The last day… So I was about to run out of Q-Tips so I decided that I may as well head home. But seriously… Time to go home and get back to it.
The thing was – what would I be getting back to? I’m currently between writing assignments, and while there are some really exciting projects to get started on, there is nothing that I have to get back and “do,” save a dentist appointment. And I managed to reschedule that for another month out…
On the last day of my Day Job, I received my first freelance assignment. I worked towards the deadline of finishing that project, and then I worked towards going on my business / research trip to Texas. Now both of those are done and I don’t know what comes next…
So I realized I had probably some sort of unconscious block towards heading home.

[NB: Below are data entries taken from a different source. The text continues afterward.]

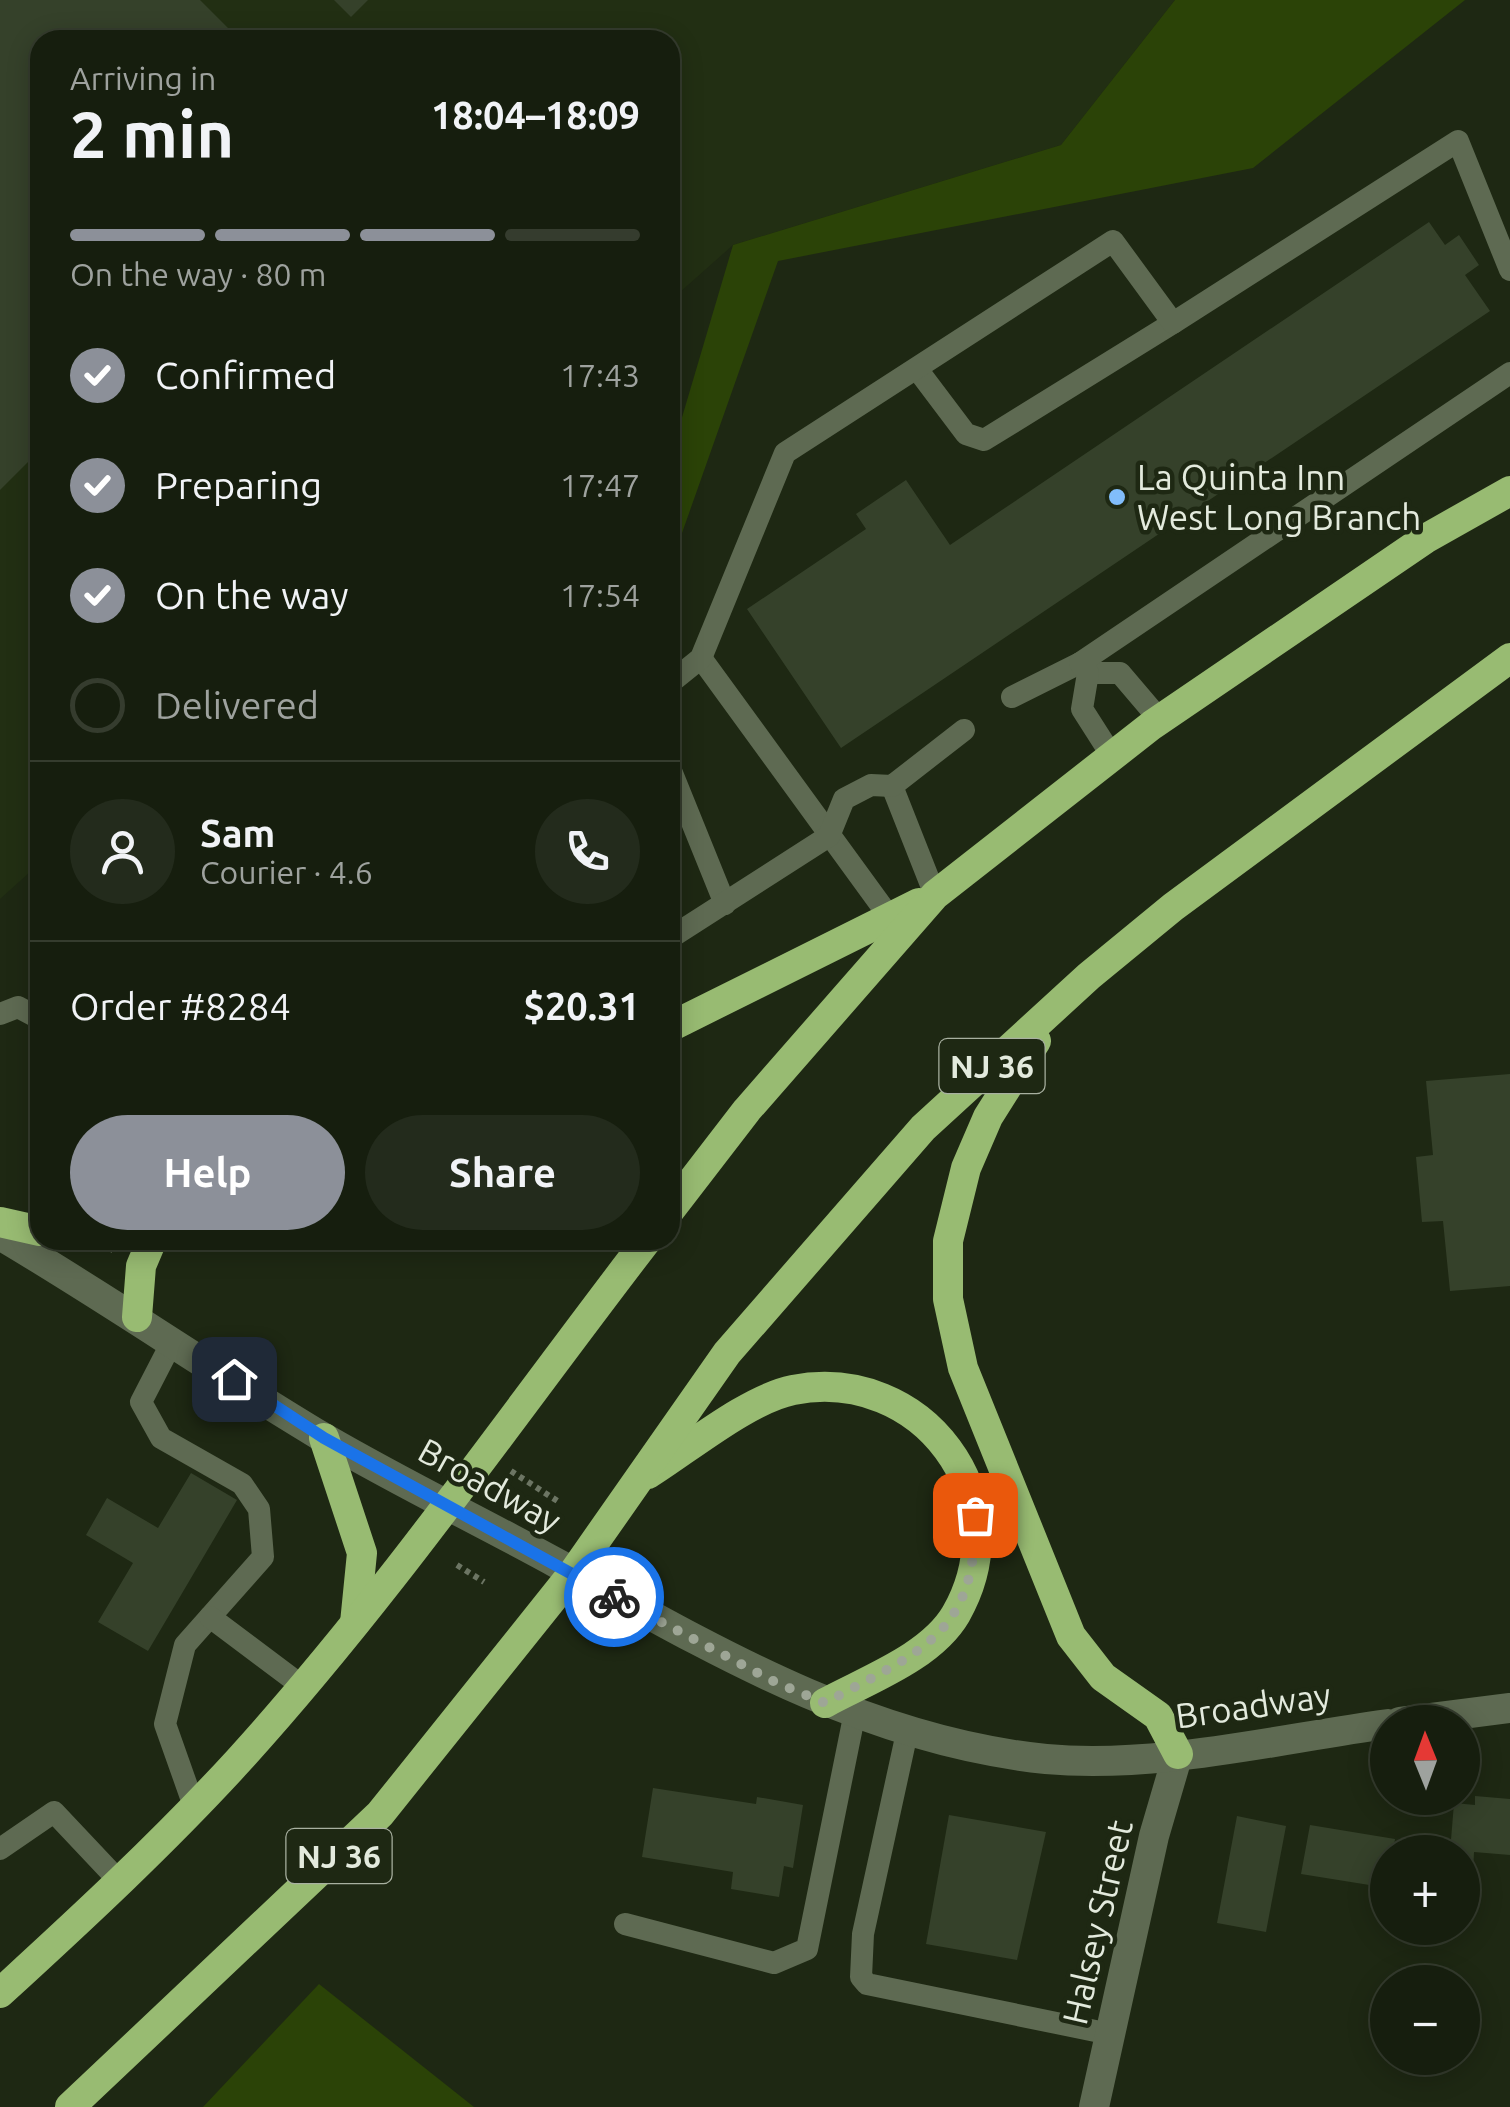 <!DOCTYPE html>
<meta charset="utf-8">
<style>
:root{--surface:#161e0e;--page:#232b1c;--text:#f1f3f6;--muted:#9ea29e;--line:#353c2e;--accent:#8c9099}
body{margin:0;font-family:Ubuntu,sans-serif;background:var(--page);color:var(--text);height:100vh;display:flex;flex-direction:column;font-size:38px;white-space:nowrap}
*{box-sizing:border-box;margin:0}
p{font-size:32px;color:var(--muted)}
.icon{flex:none;width:55px;height:55px;fill:none;stroke:currentColor;stroke-width:2;stroke-linecap:round;stroke-linejoin:round}
.map{position:relative;flex:1;overflow:hidden}
.panel{position:absolute;left:30px;top:30px;width:650px;height:1220px;display:flex;flex-direction:column;background:var(--surface);border-radius:30px;box-shadow:0 5px 25px #0003,0 0 0 2px var(--line)}
.panel>*{flex:none}
.needle{width:65px;rotate:359deg}
.tools{position:absolute;left:1370px;top:1705px;display:grid;gap:20px}
.tools a{display:grid;place-items:center;width:110px;height:110px;border-radius:50%;background:var(--surface);box-shadow:0 5px 25px #0003,0 0 0 2px var(--line);font-size:50px}
.pin{position:absolute;display:grid;place-items:center;width:85px;height:85px;color:#fff;margin:-42px;border-radius:20px;box-shadow:0 5px 15px #0006}
.courier{position:absolute;display:grid;place-items:center;width:100px;height:100px;margin:-50px;border:8px solid #1a73e8;border-radius:50%;background:#fff;color:#222;box-shadow:0 2px 12px #0007}
.head em{font-style:normal;font-weight:700}
.head div{display:flex;flex-direction:column-reverse}
.head{display:flex;align-items:center;justify-content:space-between;height:170px;padding:0 40px}
h1{font-size:65px;font-weight:700;line-height:75px}
.bar{display:grid;grid-template-columns:repeat(4,1fr);gap:15px 10px;align-content:center;height:120px;padding:0 40px}
.bar i{height:12px;border-radius:8px;background:var(--line)}
.bar .on{background:var(--accent)}
.bar p{grid-column:span 4}
.line{display:flex;align-items:center;gap:25px;padding:0 40px;border-top:2px solid var(--line)}
.line div{flex:1}
.round{display:grid;place-items:center;flex:none;width:105px;height:105px;border-radius:52px;background:var(--page)}
ol{padding:0 40px;list-style:none}
li{display:flex;align-items:center;gap:30px;height:110px}
li p{margin-inline-start:auto}
li .icon{padding:10px;border-radius:50%;background:var(--accent);color:#fff;stroke-width:4}
li:last-child{color:var(--muted)}
li i{width:55px;height:55px;border:5px solid var(--line);border-radius:50%}
.primary-button{display:flex;gap:20px;margin-top:auto;padding:20px 40px}
.primary-button a{flex:1;height:115px;border-radius:60px;background:var(--accent);color:#fff;font-size:40px;font-weight:700;line-height:115px;text-align:center}
.primary-button a+a{background:var(--page);color:var(--text)}
.map>svg:first-child{display:block}
.built{fill:#222f13}
.green{fill:#2b4307}
.building{fill:#35412a}
.lines{fill:none;stroke-linecap:round;stroke-linejoin:round}
.path{stroke:#6c7563;stroke-width:6;stroke-dasharray:5 5;stroke-linecap:butt}
.lane{stroke:#5e6a52;stroke-width:22}
.street{stroke:#5e6a52;stroke-width:30}
.secondary{stroke:#5e6a52;stroke-width:30}
.highway{stroke:#98bb72;stroke-width:30}
.done{stroke:#9ea696;stroke-width:10;stroke-dasharray:0 18}
.route{stroke:#1a73e8;stroke-width:12}
.poi-dot{fill:#81bdfa;stroke:#1e2813;stroke-width:4}
.labels{text-anchor:middle;dominant-baseline:central;stroke-width:9;stroke-linejoin:round;paint-order:stroke}
.shield{fill:#1e2813;stroke:#a8b0a0;stroke-width:2.5}
.shield-label{font-size:32px;font-weight:bold;fill:#e3eadd}
.poi-label{font-size:35px;fill:#e3eadd;stroke:#1e2813;text-anchor:start}
.street-label{font-size:35px;fill:#e3eadd;stroke:#1e2813}
</style>
<div class="map">
<svg width="1510" height="2107" viewBox="0 0 1510 2107">
<rect width="100%" height="100%" fill="#1e2813"/>
<path class="built" d="M0,0H1175L1061,145L733,245L670,301V40H40V863L0,899Z"/>
<g class="green">
<path d="M1175,0H1465L1253,168L778,261L670,567V458L733,245L1061,145Z"/>
<path d="M319,1984L474,2107H203Z"/>
</g>
<g class="building">
<path d="M0,0H200L240,40H40V450L0,490Z"/>
<path d="M334,0H368L351,17Z"/>
<path d="M1429,222L1445,245L1459,235L1479,265L1465,275L1490,311L841,748L747,609L866,529L856,514L906,480L950,545Z"/>
<path d="M1510,1074V1286L1450,1291L1443,1221L1422,1222L1416,1157L1433,1155L1426,1081Z"/>
<path d="M191,1473L237,1500L148,1651L98,1622L133,1563L86,1535L107,1498L158,1528Z"/>
<path d="M653,1788L756,1804L757,1797L803,1805L793,1868L784,1866L779,1897L731,1889L733,1872L642,1857Z"/>
<path d="M1475,1796L1510,1799V1855L1474,1852L1473,1872L1462,1871V1852H1450L1454,1803L1475,1805Z"/>
<path d="M949,1815L1046,1832L1017,1960L926,1944Z"/>
<path d="M1237,1816L1286,1826L1266,1932L1217,1923Z"/>
<path d="M1310,1825L1395,1839L1393,1852H1388V1888L1301,1874Z"/>
</g>
<g class="lines">
<g class="path">
<path d="M91,1240L113,1250"/>
<path d="M511,1471L559,1502"/>
<path d="M457,1565L484,1582"/>
</g>
<g class="lane">
<path d="M917,369L966,434L984,440L1173,323"/>
<path d="M701,658L899,930"/>
<path d="M1088,673H1120L1160,720"/>
<path d="M670,683L701,658L785,453L1113,241L1173,323L1458,141L1510,270"/>
<path d="M1012,697L1080,663"/>
<path d="M1112,756L1082,709L1088,673L1080,663L1510,373"/>
<path d="M670,768L725,904"/>
<path d="M892,786L935,895"/>
<path d="M670,938L829,836L844,799L871,785L892,786L964,730"/>
<path d="M0,1014L18,1007L33,1015"/>
<path d="M173,1340L141,1402L161,1438L242,1484L259,1509L263,1557L185,1645L165,1724L194,1806"/>
<path d="M210,1617L302,1686"/>
<path d="M908,1728L863,1934L861,1977L867,1984L1110,2034"/>
<path d="M0,1849L54,1812L120,1882"/>
<path d="M625,1924L774,1963L807,1949L855,1712"/>
</g>
<path class="street" d="M1094,2107L1154,1836L1178,1754"/>
<g class="secondary">
<path d="M0,1235C110,1300 215,1373 324,1438C401,1483 482,1522 560,1565C713,1650 867,1741 1046,1759C1158,1769 1277,1739 1388,1724"/>
<path d="M1400,1722L1510,1708"/>
</g>
<g class="highway">
<path d="M670,1027L919,903"/>
<path d="M1036,1041L988,1117L966,1168L948,1241V1299L963,1368L1071,1636L1103,1677L1158,1716L1178,1754"/>
<path d="M670,1210L747,1110L935,895L1152,725L1425,539L1510,491"/>
<path d="M0,1222L40,1231"/>
<path d="M137,1317L141,1266L152,1240"/>
<path d="M324,1438L362,1553L355,1623"/>
<path d="M648,1474C688,1449 748,1399 793,1390C922,1365 1022,1498 956,1614C931,1657 867,1680 825,1703"/>
<path d="M0,1993C82,1918 164,1842 239,1760C387,1597 513,1414 647,1240"/>
<path d="M70,2107L380,1814L573,1573L727,1353L923,1128L1089,976L1173,907L1510,658"/>
</g>
</g>
<g class="lines">
<path class="done" d="M614,1597L775,1682L825,1703C920,1651 977,1636 975,1515"/>
<path class="route" d="M234,1379L324,1438L614,1597"/>
</g>
<circle class="poi-dot" cx="1117" cy="497" r="10"/>
<g class="labels">
<g class="shield">
<rect x="939.5" y="1039" width="105" height="54" rx="8"/>
<rect x="286.5" y="1829" width="105" height="54" rx="8"/>
</g>
<g class="shield-label">
<text x="992" y="1066">NJ 36</text>
<text x="339" y="1856">NJ 36</text>
</g>
<g class="poi-label">
<text x="1137" y="477">La Quinta Inn<tspan x="1137" dy="40">West Long Branch</tspan></text>
</g>
<g class="street-label">
<text transform="translate(490 1485) rotate(29)">Broadway</text>
<text transform="translate(1253 1705) rotate(-8)">Broadway</text>
<text transform="translate(1097 1922) rotate(-77)">Halsey Street</text>
</g>
</g>
</svg>
<div class="tools">
<a><svg class="needle" viewBox="-14 -14 28 28"><path d="M0-13l5 13h-10z" fill="#e53935"/><path d="M0 13l5-13h-10z" fill="#9ea29e"/></svg></a>
<a>+</a>
<a>−</a>
</div>
<div class="pin" style="left:975px;top:1515px;background:#ea580c"><svg class="icon" aria-label="bag" viewBox="0 0 24 24"><path d="M5 8h14l-1 12H6zM9 8a3 3 0 0 1 6 0"/></svg></div>
<div class="pin" style="left:234px;top:1379px;background:#1f2937"><svg class="icon" aria-label="home" viewBox="0 0 24 24"><path d="M3 11l9-7 9 7M6 9v11h12V9"/></svg></div>
<div class="courier" style="left:614px;top:1597px"><svg class="icon" aria-label="bike" viewBox="0 0 24 24"><circle cx="6" cy="16" r="4"/><circle cx="18" cy="16" r="4"/><path d="M6 16l4-8h5l3 8M10 8l3 8H6M13 5h3"/></svg></div>
<section class="panel">
<div class="head"><div><h1>2 min</h1><p>Arriving in</p></div><em>18:04–18:09</em></div>
<div class="bar"><i class="on"></i><i class="on"></i><i class="on"></i><i></i><p>On the way · 80 m</p></div>
<ol>
<li><svg class="icon" aria-label="check" viewBox="0 0 24 24"><path d="M5 12l5 5 9-10"/></svg>Confirmed<p>17:43</p></li>
<li><svg class="icon" aria-label="check" viewBox="0 0 24 24"><path d="M5 12l5 5 9-10"/></svg>Preparing<p>17:47</p></li>
<li><svg class="icon" aria-label="check" viewBox="0 0 24 24"><path d="M5 12l5 5 9-10"/></svg>On the way<p>17:54</p></li>
<li><i></i>Delivered</li>
</ol>
<div class="line" style="height:180px"><a class="round"><svg class="icon" aria-label="person" viewBox="0 0 24 24"><circle cx="12" cy="8" r="4"/><path d="M4 21q1-7 8-7t8 7"/></svg></a><div><b>Sam</b><p>Courier · 4.6</p></div><a class="round"><svg class="icon" aria-label="phone" viewBox="0 0 24 24"><path d="M5 4h4l2 5-3 2q2 4 5 5l2-3 5 2v4C11 20 4 13 5 4z"/></svg></a></div>
<div class="line" style="height:130px"><div>Order #8284</div><b>$20.31</b></div>
<div class="primary-button"><a>Help</a><a>Share</a></div>
</section>
</div>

Right before I woke up Tuesday morning, I had a dream about my Grandma’s house, on the beach. It’s a recurring dream, where huge storms of strong winds and high waves pummel the house, and the house always stays intact, the large living room windows never yielding. I am always safe inside. This time, though, a storm blew through and the house flooded. And eventually collapsed. I tried to go through what was left in the house (in the sunshine, because the rain stopped and the clouds disappeared as soon as the house fell), but I realized that I didn’t really need to take anything with me. It turns out you don’t need much stuff.
I woke up. I packed, had breakfast, and started home.
IMG_3594I did make one detour though – back to Coffee Slingers in OKC. I had to make sure the great latte I’d had on the way down wasn’t a fluke, you know? And by jove, it wasn’t. It was in the Top 3 of the entire trip. The Boss chick was there again and she was roasting beans! I had to talk to her. So we chatted for a while and it turns out her name is Melody, and she owns the shop. A woman! Owns the shop! And roasts her own beans! I had been lamenting the seeming lack of women involved in the coffee culture. She said that yes, women were definitely in the minority and she thought maybe this was because women were intimidated by the machinery. Well, she isn’t. She is Boss. I actually hope to interview her one day soon…

I’ll probably post a few more observations from the trip over the next few days – I drank a lot of coffee and met a lot of cool people, and the whole thing was so much fun. I hope to do more coffee tours in the future, too.

But for now – I am back home. What is next?